Not a bad option, just that it allows direct communications between the client and backend server.
- Amine_Kadimi
My bad, I misunderstood the customer requirement. If I understand correctly, they want the exact certificate presented by the client to be presented by F5 as part of the ssl handshake process with the server. For me, this seems to break the whole ssl security process, and if technically permitted it would clearly make mitm attacks easier as any inline equipment can terminate the ssl communication and start a new one server side with the original certificate impersonating the client.
As for c3d, it's a feature that helps reusing the fields from the client certificate to forge a new client certificate and send it to backend servers.
Your customer should understand the security concerns with such a requirement.
Just my two cents.

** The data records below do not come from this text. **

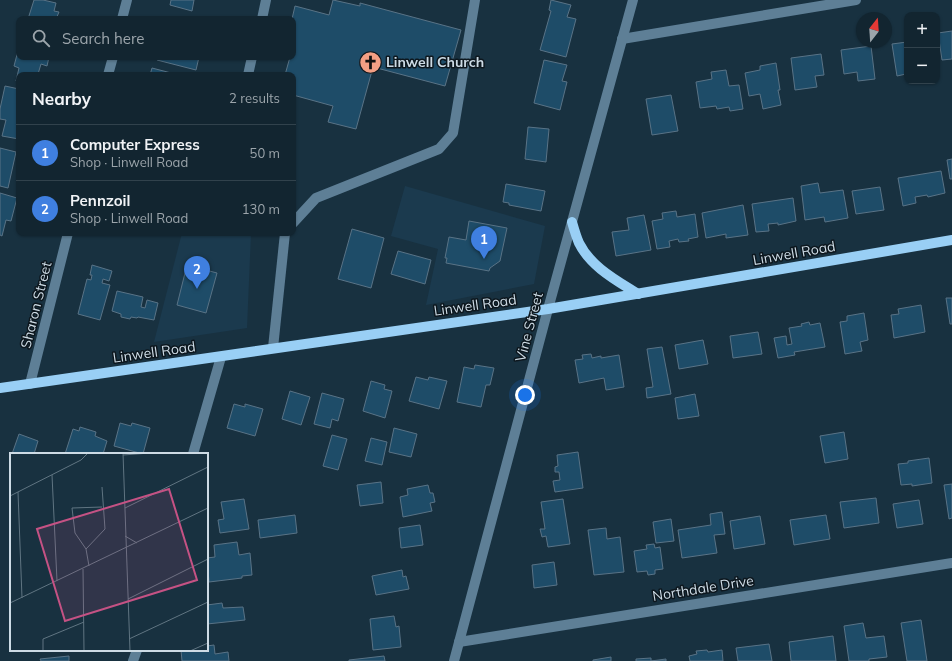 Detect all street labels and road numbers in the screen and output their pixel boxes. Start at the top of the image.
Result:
street label: Linwell Road [751,237,837,269]
street label: Sharon Street [17,260,56,350]
street label: Linwell Road [432,290,518,320]
street label: Vine Street [511,290,547,364]
street label: Linwell Road [111,337,197,367]
street label: Northdale Drive [651,571,755,605]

I hope DC experts can give you a better solution.
- Nikoolayy1
You can use the SSL::cert variable and then at an event like HTTP_REQUEST_RELEASE or HTTP_REQUEST_SEND to insert the cert in an HTTP header with a name you like that will be just send to the server without the client seeing but as Amine_Kadimi said what is the point of F5 checking the Cert and then the end servers to again check it.
Don't get me wrong as I had similar request by a client for F5 APM to act as an F5 Oauth Client/Resource server together with Azure AD as an Oauth Authorization server and to also forward the Azure AD signed JWT access token with Oauth SSO in "passthrough" mode to the end servers so that they can also validate it if it is signed by Microsoft but I tried to explain to the customer that this is strange 😀
Maybe as with the Oauth JWT token that has info like ad username/ad group/email etc. in my case the end application may use something in the cert like the CN to show a custom page to the user but then see X509::subject command and forward just that part to the pool members not the entire cert.

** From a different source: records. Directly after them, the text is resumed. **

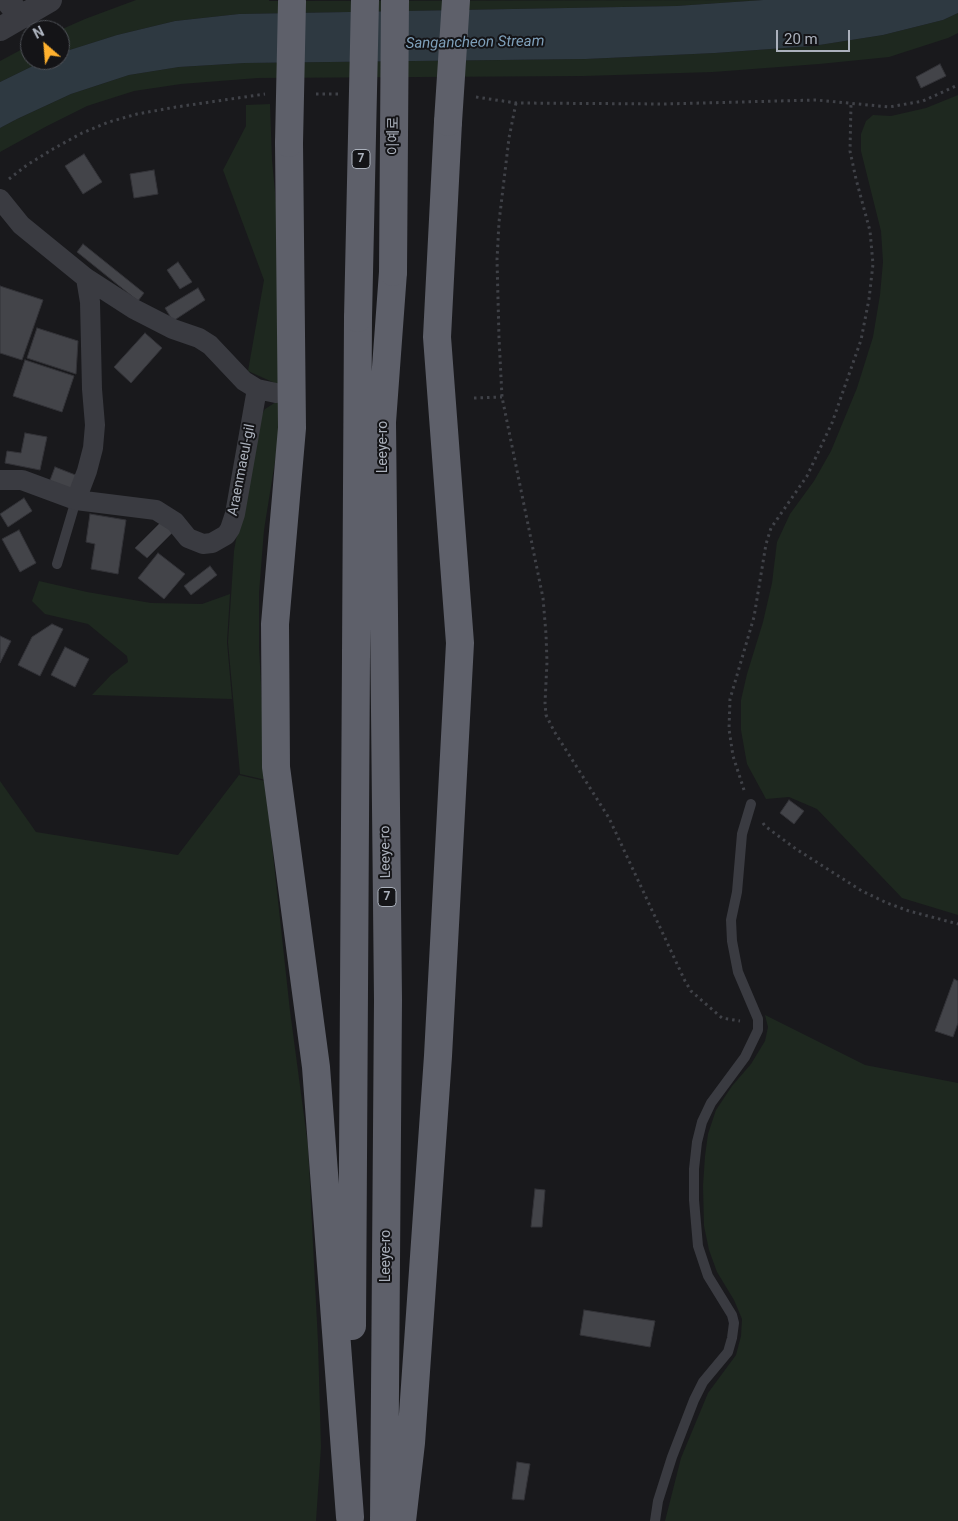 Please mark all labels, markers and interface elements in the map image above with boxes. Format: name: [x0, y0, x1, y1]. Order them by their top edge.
north arrow: [20, 20, 70, 70]
scale bar: [778, 20, 852, 52]
text: N: [31, 23, 47, 42]
text: 20 m: [784, 30, 818, 48]
water label: Sangancheon Stream: [406, 33, 544, 53]
street label: 이예로: [386, 117, 402, 155]
road number: 7: [352, 150, 370, 168]
street label: Leeye-ro: [375, 421, 391, 473]
street label: Araenmaeul-gil: [225, 423, 259, 517]
street label: Leeye-ro: [377, 825, 395, 879]
road number: 7: [378, 888, 396, 906]
street label: Leeye-ro: [378, 1230, 394, 1282]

https://clouddocs.f5.com/api/irules/SSL__cert.html
https://clouddocs.f5.com/api/irules/HTTP_REQUEST_RELEASE.html
https://clouddocs.f5.com/api/irules/HTTP_REQUEST_SEND.html
https://clouddocs.f5.com/api/irules/X509__subject.html
https://clouddocs.f5.com/api/irules/X509.html
https://support.f5.com/csp/article/K14204621
- sgnormo
The attached file shows the two solution scenarios presented to the customer. I did present the F5 performing a header insert and then their Apache server would take the user certificate out and then pass the user certificate to Oracle. I explained to them that their Apache server should not send a certificate request because the F5 will send a self-sign cert and the Apache will end the ssl negotation because the Apache server will see the certificate signer and respond back with unknown ca.
The customer said their Apache server must prompt for a user certificate.
No matter what the F5 must perform break and inspect and there is no direct communications between the user web traffic and the backend servers.
- Kevin_Stewart
Employee
If I may add,
Proxy SSL would only be useful if a) you could guarantee only (legacy) RSA TLS handshakes, and b) you had a copy of the backend server's private keys. Proxy SSL can only be used with RSA handshakes, so would never work with most modern crypto, including TLS1.3.
Nikoolayy1 has the right answer. Because C3D is actively decrypting the traffic in the proxy, you can add an HTTP profile and use HTTP iRules here to inject HTTP headers.